WHAT THE TASK REQUIRES >>
Within the data below, copy each line where the string "lines" is found.

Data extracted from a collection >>
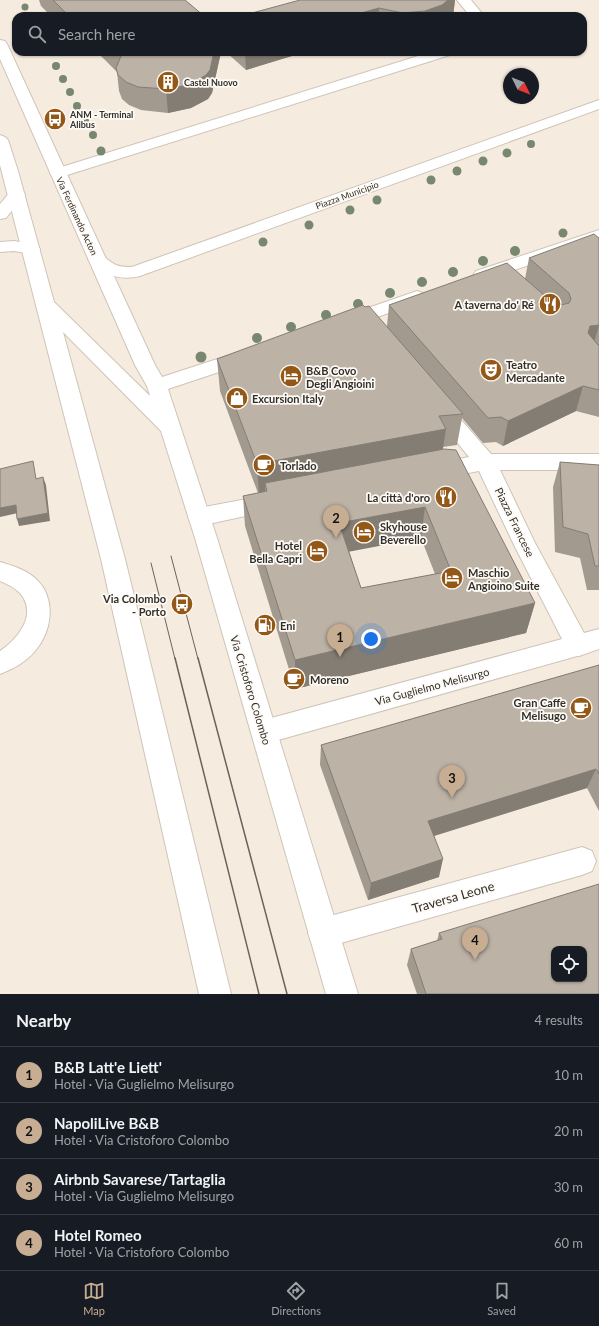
<!DOCTYPE html>
<meta charset="utf-8">
<style>
:root{--surface:#171b24;--page:#242831;--text:#f1f3f6;--muted:#9ea1a6;--line:#363941;--accent:#c7ad92}
body{margin:0;font-family:Lato,sans-serif;background:var(--page);color:var(--text)}
.controls{position:absolute;right:12px;bottom:12px;display:grid;overflow:hidden;border-radius:8px;box-shadow:0 1px 3px #0004}
.controls button{width:36px;height:36px;display:grid;place-items:center;padding:0;border:0;border-bottom:1px solid var(--line);background:var(--surface);color:var(--text);font:20px sans-serif}
.compass{position:absolute;left:503px;top:68px;width:36px;height:36px;border-radius:50%;background:var(--surface);box-shadow:0 1px 3px #0004;rotate:133deg}
.you{position:absolute;left:371px;top:639px;width:14px;height:14px;margin:-10px;border:3px solid #fff;border-radius:50%;background:#1a73e8;box-shadow:0 0 0 6px #1a73e833}
.badge{display:grid;place-items:center;width:26px;height:26px;border-radius:50%;background:var(--accent);color:#111;font-size:13px;font-weight:700}
.pin{position:absolute;translate:-50% -33px;filter:drop-shadow(0 1px 2px #0008)}
.pin::after{content:'';position:absolute;top:21px;width:14px;height:12px;background:inherit;clip-path:polygon(0 0,100% 0,50% 100%)}
.list{margin:0;padding:0;list-style:none}
h2{display:flex;justify-content:space-between;align-items:center;height:52px;margin:0;padding:0 16px;font-size:17px}
h2 small{font-size:13px;font-weight:400;color:var(--muted)}
.list li{display:grid;grid-template-columns:26px 1fr auto;gap:12px;align-items:center;box-sizing:border-box;height:56px;padding:0 16px;border-top:1px solid var(--line)}
.list b{display:block;font-size:15px;white-space:nowrap}
.list p{margin:0;font-size:13px;white-space:nowrap;color:var(--muted)}
.list em{font-size:13px;font-style:normal;color:var(--muted)}
.icon{flex:none;width:22px;height:22px;fill:none;stroke:currentColor;stroke-width:2;stroke-linecap:round;stroke-linejoin:round}
.map{position:relative;flex:none;width:599px;height:994px;overflow:hidden}
.search{position:absolute;background:var(--surface);box-shadow:0 1px 3px #0004;left:12px;right:12px;top:12px;height:44px;display:flex;align-items:center;gap:10px;box-sizing:border-box;padding:0 14px;border-radius:12px;color:var(--muted);font-size:15px}
.sheet{height:276px;background:var(--surface)}
nav{display:flex;justify-content:space-around;align-items:center;box-sizing:border-box;height:56px;border-top:1px solid var(--line);background:var(--surface);font-size:11px;color:var(--muted)}
nav a{display:grid;justify-items:center;gap:2px}
nav .on{color:var(--accent)}
.map>svg:first-child{display:block}
.lines{fill:none;stroke-linecap:round;stroke-linejoin:round}
.minor-casing{stroke:#cec4b8;stroke-width:2}
.major-casing{stroke:#cec4b8;stroke-width:2}
.minor{fill:#fff;fill-rule:evenodd}
.major{fill:#fff;fill-rule:evenodd}
.tram-far1{stroke:#69635d;stroke-width:1}
.tram{stroke:#69635d;stroke-width:1.5}
.tree{fill:#788770}
.wall{fill:#a2998f;fill-rule:evenodd}
.shaded-wall{fill:#847d74}
.building{fill:#bcb2a6;stroke:#847d74;fill-rule:evenodd}
.labels{text-anchor:middle;dominant-baseline:central;stroke-width:3.5;stroke-linejoin:round;paint-order:stroke}
.far-poi-label{font-size:9px;font-weight:bold;fill:#322e2a;stroke:#fefaf5;text-anchor:start}
.far-street-label{font-size:9px;fill:#322e2a;stroke:#fefaf5}
.poi-label{font-size:11px;font-weight:bold;fill:#322e2a;stroke:#fefaf5;text-anchor:start}
.street-label{font-size:11px;fill:#322e2a;stroke:#fefaf5}
.near-street-label{font-size:13px;fill:#322e2a;stroke:#fefaf5}
</style>
<div class="map">
<svg width="599" height="994" viewBox="0 0 599 994">
<rect width="100%" height="100%" fill="#f6ebdf"/>
<g class="lines">
<g class="minor-casing">
<path id="minor" d="M 457,0 L 471,0 L 484,16 L 470,16 Z
M 431,52 L 452,52 L 450,55 L 64,176 L 58,178 L 52,176 L 50,173 L 52,170 Z
M 599,100 L 599,109 L 140,276 C 122,281 99,275 88,259 L 91,255 C 104,252 105,260 116,265 C 121,267 127,267 132,267 Z
M 17,189 L 23,191 L 25,194 L 6,218 L 0,219 L 0,204 L 11,191 Z
M 14,241 L 37,245 L 40,249 L 37,253 L 31,254 L 14,251 L 0,252 L 0,242 Z
M 441,403 L 448,405 L 491,454 L 599,454 L 599,470 L 500,470 L 535,543 L 584,633 L 599,629 L 599,649 L 579,656 L 577,656 L 264,744 L 255,740 L 251,732 L 255,724 L 264,720 L 562,639 L 514,545 L 479,471 L 436,479 L 428,477 L 425,471 L 428,465 L 469,457 L 431,410 L 434,405 Z
M 274,494 L 282,496 L 285,502 L 282,508 L 199,526 L 191,523 L 188,517 L 191,511 L 199,508 Z
M 0,562 C 13,566 28,570 38,581 C 56,600 52,631 35,651 C 26,662 13,669 0,674 L 0,651 C 15,641 35,619 24,599 C 20,590 9,585 0,581 Z
M 582,847 L 592,851 L 596,861 L 592,871 L 582,875 L 323,948 L 312,944 L 308,933 L 312,922 L 323,918 Z"/>
</g>
<g class="major-casing">
<path id="major" d="M 0,40 L 5,41 L 7,44 L 155,365 L 162,377 L 245,350 L 252,351 L 255,356 L 252,361 L 168,389 L 217,538 L 358,994 L 326,994 L 195,538 L 161,431 L 63,332 L 125,559 L 231,994 L 199,994 L 101,559 L 0,165 L 0,135 L 5,137 L 8,140 L 18,171 L 54,302 L 150,396 L 147,386 L 135,365 L 0,59 Z
M 599,230 L 599,241 L 488,279 L 482,281 L 476,279 L 473,275 L 476,271 Z
M 417,291 L 423,293 L 426,297 L 423,301 L 346,328 L 339,326 L 337,322 L 339,318 Z"/>
</g>
<use href="#minor" class="minor"/>
<use href="#major" class="major"/>
<path class="tram-far1" d="M 171,556 L 198,659
M 151,563 L 175,659"/>
<path class="tram" d="M 175,658 L 259,994
M 198,658 L 287,994"/>
</g>
<g class="tree">
<circle cx="25" cy="7" r="3.5"/>
<circle cx="56" cy="66" r="4"/>
<circle cx="63" cy="79" r="4"/>
<circle cx="70" cy="92" r="4"/>
<circle cx="77" cy="106" r="4"/>
<circle cx="85" cy="121" r="4"/>
<circle cx="93" cy="135" r="4"/>
<circle cx="531" cy="144" r="4"/>
<circle cx="101" cy="151" r="4.5"/>
<circle cx="507" cy="153" r="4.5"/>
<circle cx="483" cy="161" r="4.5"/>
<circle cx="457" cy="171" r="4.5"/>
<circle cx="431" cy="180" r="4.5"/>
<circle cx="377" cy="200" r="4.5"/>
<circle cx="350" cy="210" r="4.5"/>
<circle cx="309" cy="225" r="4.5"/>
<circle cx="563" cy="233" r="4.5"/>
<circle cx="263" cy="242" r="4.5"/>
<circle cx="515" cy="251" r="5"/>
<circle cx="483" cy="261" r="5"/>
<circle cx="453" cy="272" r="5"/>
<circle cx="422" cy="282" r="5"/>
<circle cx="390" cy="293" r="5"/>
<circle cx="358" cy="304" r="5"/>
<circle cx="326" cy="315" r="5"/>
<circle cx="291" cy="327" r="5"/>
<circle cx="257" cy="338" r="5"/>
<circle cx="201" cy="357" r="5.5"/>
</g>
<path class="wall" d="M 39,0 L 185,0 L 204,16 L 51,16 L 41,6 Z
M 455,0 L 453,16 L 241,16 Z
M 97,52 L 221,52 L 212,93 L 208,99 L 191,108 L 168,113 L 141,110 L 129,105 L 122,99 L 119,91 L 117,72 Z
M 226,52 L 305,52 L 246,70 Z
M 599,238 L 599,417 L 576,411 L 503,446 L 496,442 L 483,443 L 462,418 L 457,445 L 443,447 L 443,449 L 535,603 L 526,633 L 295,689 L 245,526 L 243,496 L 258,493 L 220,391 L 217,359 L 387,326 L 389,305 L 525,279 L 529,258 ZM 421,538 L 435,574 L 361,588 L 349,551 Z
M 560,462 L 599,465 L 599,590 L 587,590 L 580,558 L 555,552 L 553,487 Z
M 599,665 L 599,811 L 587,788 L 434,836 L 439,877 L 368,900 L 320,765 L 321,745 Z
M 439,933 L 599,994 L 417,994 L 407,965 L 411,949 L 437,941 Z"/>
<path class="shaded-wall" d="M 448,0 L 455,0 L 453,16 L 424,16 L 425,11 Z
M 379,8 L 379,16 L 350,16 Z
M 214,52 L 221,52 L 212,93 L 208,99 L 191,108 L 168,113 L 166,89 Z
M 245,52 L 305,52 L 246,70 Z
M 599,325 L 592,350 L 588,333 L 590,326 Z
M 583,386 L 576,411 L 503,446 L 508,421 Z
M 446,429 L 441,461 L 267,491 L 265,483 L 265,494 L 259,495 L 257,464 Z
M 43,477 L 46,485 L 50,521 L 19,526 L 17,519 Z
M 16,505 L 18,513 L 0,517 L 0,508 Z
M 425,507 L 421,538 L 337,554 L 339,523 Z
M 535,603 L 526,633 L 295,689 L 295,660 Z
M 596,769 L 587,788 L 424,839 L 428,821 Z
M 443,859 L 439,877 L 368,900 L 371,883 Z"/>
<path class="building" d="M 53,0 L 185,0 L 204,16 L 69,16 Z
M 300,0 L 448,0 L 442,5 L 425,11 L 403,13 L 379,8 L 350,16 L 241,16 Z
M 117,52 L 214,52 L 210,70 L 206,75 L 189,85 L 166,89 L 138,87 L 126,82 L 118,75 L 116,68 L 121,56 Z
M 594,234 L 599,238 L 599,325 L 590,326 L 588,333 L 598,345 L 599,345 L 599,390 L 583,386 L 508,421 L 501,417 L 488,418 L 389,305 L 507,263 L 553,303 L 561,305 L 569,303 L 571,299 L 569,293 L 529,258 Z
M 363,305 L 365,307 L 369,306 L 463,414 L 439,416 L 446,429 L 257,464 L 217,359 Z
M 444,449 L 456,450 L 535,603 L 295,660 L 243,496 L 267,491 L 265,483 ZM 425,507 L 451,571 L 361,588 L 339,523 Z
M 33,461 L 36,479 L 43,477 L 48,513 L 17,519 L 16,505 L 0,508 L 0,469 Z
M 560,462 L 599,465 L 599,566 L 595,566 L 588,534 L 563,527 Z
M 599,665 L 599,774 L 596,769 L 428,821 L 443,859 L 371,883 L 321,745 Z
M 599,884 L 599,994 L 426,994 L 411,949 L 442,939 L 439,933 ZM 554,949 L 584,949 L 584,979 L 554,979 Z"/>
<defs>
<g id="building-disc" transform="scale(1.15)"><circle r="9.5" fill="#935817" stroke="#fefaf5"/><path d="M-4-6H4V6H1V3H-1V6H-4ZM-2.5-4.3h1.7v1.8h-1.7ZM.8-4.3h1.7v1.8H.8ZM-2.5-1h1.7V.8h-1.7ZM.8-1h1.7V.8H.8Z" fill="#fff"/></g>
<g id="bus-disc" transform="scale(1.15)"><circle r="9.5" fill="#935817" stroke="#fefaf5"/><path d="M-5-6H5V4H4V6H2V4H-2V6H-4V4H-5ZM-3.5-4V0h7V-4ZM-3.5 1.2v1.5H-2V1.2ZM2 1.2v1.5H3.5V1.2Z" fill="#fff"/></g>
<g id="restaurant-disc" transform="scale(1.15)"><circle r="9.5" fill="#935817" stroke="#fefaf5"/><path d="M-5-6h1v4h1v-4h1v4h1v-4h1v5L-1.5 .5V6h-2V.5L-5-1ZM5-6V6H3V1.5H1.5Q1.5-4 5-6Z" fill="#fff"/></g>
<g id="theatre-disc" transform="scale(1.15)"><circle r="9.5" fill="#935817" stroke="#fefaf5"/><path d="M-5-5.5Q0-4 5-5.5V0Q5 5 0 6Q-5 5-5 0ZM-3.3-2.5H-1v1.5H-3.3ZM1-2.5H3.3v1.5H1ZM-2.8 1Q0 5.5 2.8 1Z" fill="#fff"/></g>
<g id="hotel-disc" transform="scale(1.15)"><circle r="9.5" fill="#935817" stroke="#fefaf5"/><path d="M-6-4.5h1.5V1H6V5H4.5V3h-9V5H-6ZM-4 0a1.8 1.8 0 1 1 3.6 0ZM.5 0V-2.5h3Q6-2.5 6 0Z" fill="#fff"/></g>
<g id="shop-disc" transform="scale(1.15)"><circle r="9.5" fill="#935817" stroke="#fefaf5"/><path d="M-5-2.5h2.3a2.7 3.5 0 0 1 5.4 0H5L5.5 6h-11ZM-1.5-2.5h3a1.5 2.3 0 0 0-3 0Z" fill="#fff"/></g>
<g id="cafe-disc" transform="scale(1.15)"><circle r="9.5" fill="#935817" stroke="#fefaf5"/><path d="M-5.5-4.5H6V0H3Q3 3.5 0 3.5H-2.5Q-5.5 3.5-5.5 0ZM3-3.2v2h1.7v-2ZM-6 4.5H4V6H-6Z" fill="#fff"/></g>
<g id="fuel-disc" transform="scale(1.15)"><circle r="9.5" fill="#935817" stroke="#fefaf5"/><path d="M-5.5-6h7V0h2V4h1.3V-2.5L3-4.5l.8-.8L6-3V5H2.5V1h-1V6h-7ZM-4.2-4.7v3.2H.2V-4.7Z" fill="#fff"/></g>
</defs>
<g fill-rule="evenodd">
<use href="#building-disc" x="168" y="82"/>
<use href="#bus-disc" x="55" y="119"/>
<use href="#restaurant-disc" x="550" y="304"/>
<use href="#theatre-disc" x="491" y="370"/>
<use href="#hotel-disc" x="291" y="376"/>
<use href="#shop-disc" x="237" y="398"/>
<use href="#cafe-disc" x="264" y="465"/>
<use href="#restaurant-disc" x="446" y="497"/>
<use href="#hotel-disc" x="364" y="532"/>
<use href="#hotel-disc" x="317" y="551"/>
<use href="#hotel-disc" x="452" y="578"/>
<use href="#bus-disc" x="182" y="604"/>
<use href="#fuel-disc" x="265" y="625"/>
<use href="#cafe-disc" x="294" y="679"/>
<use href="#cafe-disc" x="581" y="708"/>
</g>
<g class="labels">
<g class="far-poi-label">
<text x="184" y="82">Castel Nuovo</text>
<text x="70" y="114">ANM - Terminal<tspan x="70" dy="10">Alibus</tspan></text>
</g>
<g class="far-street-label">
<text transform="translate(347 195) rotate(-20)">Piazza Municipio</text>
<text transform="translate(77 216) rotate(65)">Via Ferdinando Acton</text>
</g>
<g class="poi-label">
<text x="534" y="304" text-anchor="end">A taverna do' Ré</text>
<text x="506" y="364">Teatro<tspan x="506" dy="13">Mercadante</tspan></text>
<text x="306" y="370">B&amp;B Covo<tspan x="306" dy="13">Degli Angioini</tspan></text>
<text x="252" y="398">Excursion Italy</text>
<text x="280" y="465">Torlado</text>
<text x="430" y="497" text-anchor="end">La città d'oro</text>
<text x="380" y="526">Skyhouse<tspan x="380" dy="13">Beverello</tspan></text>
<text x="302" y="545" text-anchor="end">Hotel<tspan x="302" dy="13">Bella Capri</tspan></text>
<text x="468" y="572">Maschio<tspan x="468" dy="13">Angioino Suite</tspan></text>
<text x="166" y="598" text-anchor="end">Via Colombo<tspan x="166" dy="13">- Porto</tspan></text>
<text x="280" y="625">Eni</text>
<text x="310" y="679">Moreno</text>
<text x="566" y="702" text-anchor="end">Gran Caffe<tspan x="566" dy="13">Melisugo</tspan></text>
</g>
<g class="street-label">
<text transform="translate(515 522) rotate(64)">Piazza Francese</text>
<text transform="translate(432 686) rotate(-15)">Via Guglielmo Melisurgo</text>
<text transform="translate(251 690) rotate(73)">Via Cristoforo Colombo</text>
</g>
<g class="near-street-label">
<text transform="translate(453 897) rotate(-16)">Traversa Leone</text>
</g>
</g>
</svg>
<div class="controls">
<button><svg class="icon" aria-label="locate" viewBox="0 0 24 24"><circle cx="12" cy="12" r="6"/><path d="M12 2v4M12 18v4M2 12h4M18 12h4"/></svg></button>
</div>
<svg class="compass" viewBox="-18 -18 36 36"><path d="M0-13l5 13h-10z" fill="#e53935"/><path d="M0 13l5-13h-10z" fill="#9ea1a6"/></svg>
<div class="you"></div>
<div class="pin badge" style="left:340px;top:657px">1</div>
<div class="pin badge" style="left:336px;top:538px">2</div>
<div class="pin badge" style="left:452px;top:798px">3</div>
<div class="pin badge" style="left:475px;top:960px">4</div>
<div class="search"><svg class="icon" aria-label="search" viewBox="0 0 24 24"><circle cx="10" cy="10" r="6"/><path d="M15 15l6 6"/></svg>Search here</div>
</div>
<section class="sheet">
<h2>Nearby<small>4 results</small></h2>
<ul class="list">
<li><span class="badge">1</span><div><b>B&amp;B Latt'e Liett'</b><p>Hotel · Via Guglielmo Melisurgo</p></div><em>10 m</em></li>
<li><span class="badge">2</span><div><b>NapoliLive B&amp;B</b><p>Hotel · Via Cristoforo Colombo</p></div><em>20 m</em></li>
<li><span class="badge">3</span><div><b>Airbnb Savarese/Tartaglia</b><p>Hotel · Via Guglielmo Melisurgo</p></div><em>30 m</em></li>
<li><span class="badge">4</span><div><b>Hotel Romeo</b><p>Hotel · Via Cristoforo Colombo</p></div><em>60 m</em></li>
</ul>
</section>
<nav>
<a class="on"><svg class="icon" aria-label="map" viewBox="0 0 24 24"><path d="M3 6l6-2 6 2 6-2v14l-6 2-6-2-6 2zM9 4v14M15 6v14"/></svg>Map</a>
<a><svg class="icon" aria-label="directions" viewBox="0 0 24 24"><path d="M12 3l9 9-9 9-9-9zM9 14v-3h6M13 9l2 2-2 2"/></svg>Directions</a>
<a><svg class="icon" aria-label="saved" viewBox="0 0 24 24"><path d="M7 4h10v16l-5-4-5 4z"/></svg>Saved</a>
</nav>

ANSWER BOX >>
.lines{fill:none;stroke-linecap:round;stroke-linejoin:round}
<g class="lines">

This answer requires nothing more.